The best marketing campaigns of 2023: Part 1

McDonald’s – ‘#RaiseYourArches’

Say you’re going for a McDonald’s without saying you’re going for a McDonald’s. In the first ad for the brand to feature none of its food, restaurants, or even its logo, the fast-food chain played on the fact that an invitation to go for a cheeky McDonald’s often needs no more than a subtle, conspiratorial look.

‘Fancy a McDonald’s #RaiseYourArches’ tells the story of a group of office workers who with just the raising of an eyebrow communicate that they are going to McDonald’s for lunch.

While the ad, by Leo Burnett UK, features no overt branding, its clever use of distinctive assets means there is never any doubt in the viewer’s mind what it is for. From the hand-drawn M on a yellow Post-it note to the yellow shirt and red skirt of the woman who opens and closes the ad, and even the raised eyebrows themselves being reminiscent of the brand’s famous Golden Arches, McDonald’s is ever-present throughout the 60-second spot.

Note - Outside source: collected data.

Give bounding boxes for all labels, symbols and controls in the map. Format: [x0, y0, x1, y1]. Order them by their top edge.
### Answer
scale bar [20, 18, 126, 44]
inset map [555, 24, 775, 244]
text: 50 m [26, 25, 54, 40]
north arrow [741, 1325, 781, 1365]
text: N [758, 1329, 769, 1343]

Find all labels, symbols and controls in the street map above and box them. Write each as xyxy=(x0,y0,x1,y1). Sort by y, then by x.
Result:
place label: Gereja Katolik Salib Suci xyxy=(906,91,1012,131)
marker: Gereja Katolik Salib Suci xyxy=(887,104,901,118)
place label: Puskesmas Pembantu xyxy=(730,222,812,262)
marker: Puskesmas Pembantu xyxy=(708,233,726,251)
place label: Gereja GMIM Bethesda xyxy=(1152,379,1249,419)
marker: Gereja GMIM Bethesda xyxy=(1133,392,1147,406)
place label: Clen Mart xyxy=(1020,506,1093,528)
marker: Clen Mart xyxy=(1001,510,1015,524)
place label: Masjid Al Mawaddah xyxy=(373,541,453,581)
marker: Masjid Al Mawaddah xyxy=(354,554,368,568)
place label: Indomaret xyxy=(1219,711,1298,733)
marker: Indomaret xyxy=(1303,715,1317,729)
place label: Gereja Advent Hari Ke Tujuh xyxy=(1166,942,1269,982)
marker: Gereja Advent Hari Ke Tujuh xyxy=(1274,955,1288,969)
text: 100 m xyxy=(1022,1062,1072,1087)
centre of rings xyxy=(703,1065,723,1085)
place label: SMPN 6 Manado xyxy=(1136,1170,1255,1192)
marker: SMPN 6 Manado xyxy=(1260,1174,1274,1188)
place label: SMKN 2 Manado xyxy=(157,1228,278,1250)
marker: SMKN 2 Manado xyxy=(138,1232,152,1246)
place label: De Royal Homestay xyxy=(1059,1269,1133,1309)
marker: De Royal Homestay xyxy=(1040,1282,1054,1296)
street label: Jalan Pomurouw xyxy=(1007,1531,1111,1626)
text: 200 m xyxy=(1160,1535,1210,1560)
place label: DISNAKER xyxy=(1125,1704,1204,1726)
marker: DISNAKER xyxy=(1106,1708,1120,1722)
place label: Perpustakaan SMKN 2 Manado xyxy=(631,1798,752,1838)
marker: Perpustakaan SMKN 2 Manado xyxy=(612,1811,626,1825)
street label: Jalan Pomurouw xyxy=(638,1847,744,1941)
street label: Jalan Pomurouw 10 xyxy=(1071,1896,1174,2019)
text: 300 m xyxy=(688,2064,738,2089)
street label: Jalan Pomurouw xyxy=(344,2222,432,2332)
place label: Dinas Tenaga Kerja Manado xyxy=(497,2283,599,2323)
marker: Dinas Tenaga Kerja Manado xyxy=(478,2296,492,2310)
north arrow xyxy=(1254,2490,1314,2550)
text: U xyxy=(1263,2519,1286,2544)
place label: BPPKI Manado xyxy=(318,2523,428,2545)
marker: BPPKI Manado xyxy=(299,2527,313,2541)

So much so, 98% of consumers recognised the ad was for McDonald’s, according to System1. Recognition spiked within the first 10 seconds, as soon as the Post-it note appeared, indicating the ad’s “exceptional” strength in brand recognition. It also achieved a “very strong” score (4.7 stars out of 5.9) for long-term brand-building effectiveness and an “exceptional” spike rating of 1.48 for short-term sales.

So successful was the campaign it has been replicated in more than 35 markets since first launching in the UK.

Its impact has also been praised by McDonald’s CEO Chris Kempczinski, who said: “Even though the campaign never shows our food, never shows our restaurants and never mentions our brand name, it’s nonetheless instantly recognisable as only McDonald’s. Imagine that, a brand is so powerful it requires no introduction.” LT

BBC – ‘Eurovision 2023’

The UK hasn’t had much to shout about when it comes to Eurovision for nearly three decades now. A litany of dismal entrants saw the UK consigned to the bottom half of the leaderboard seemingly indefinitely. But after Sam Ryder’s surprise second-place finish in 2022 – and after Ukraine had to pull out of hosting duties due to the ongoing war – it was down to the UK to step up and host.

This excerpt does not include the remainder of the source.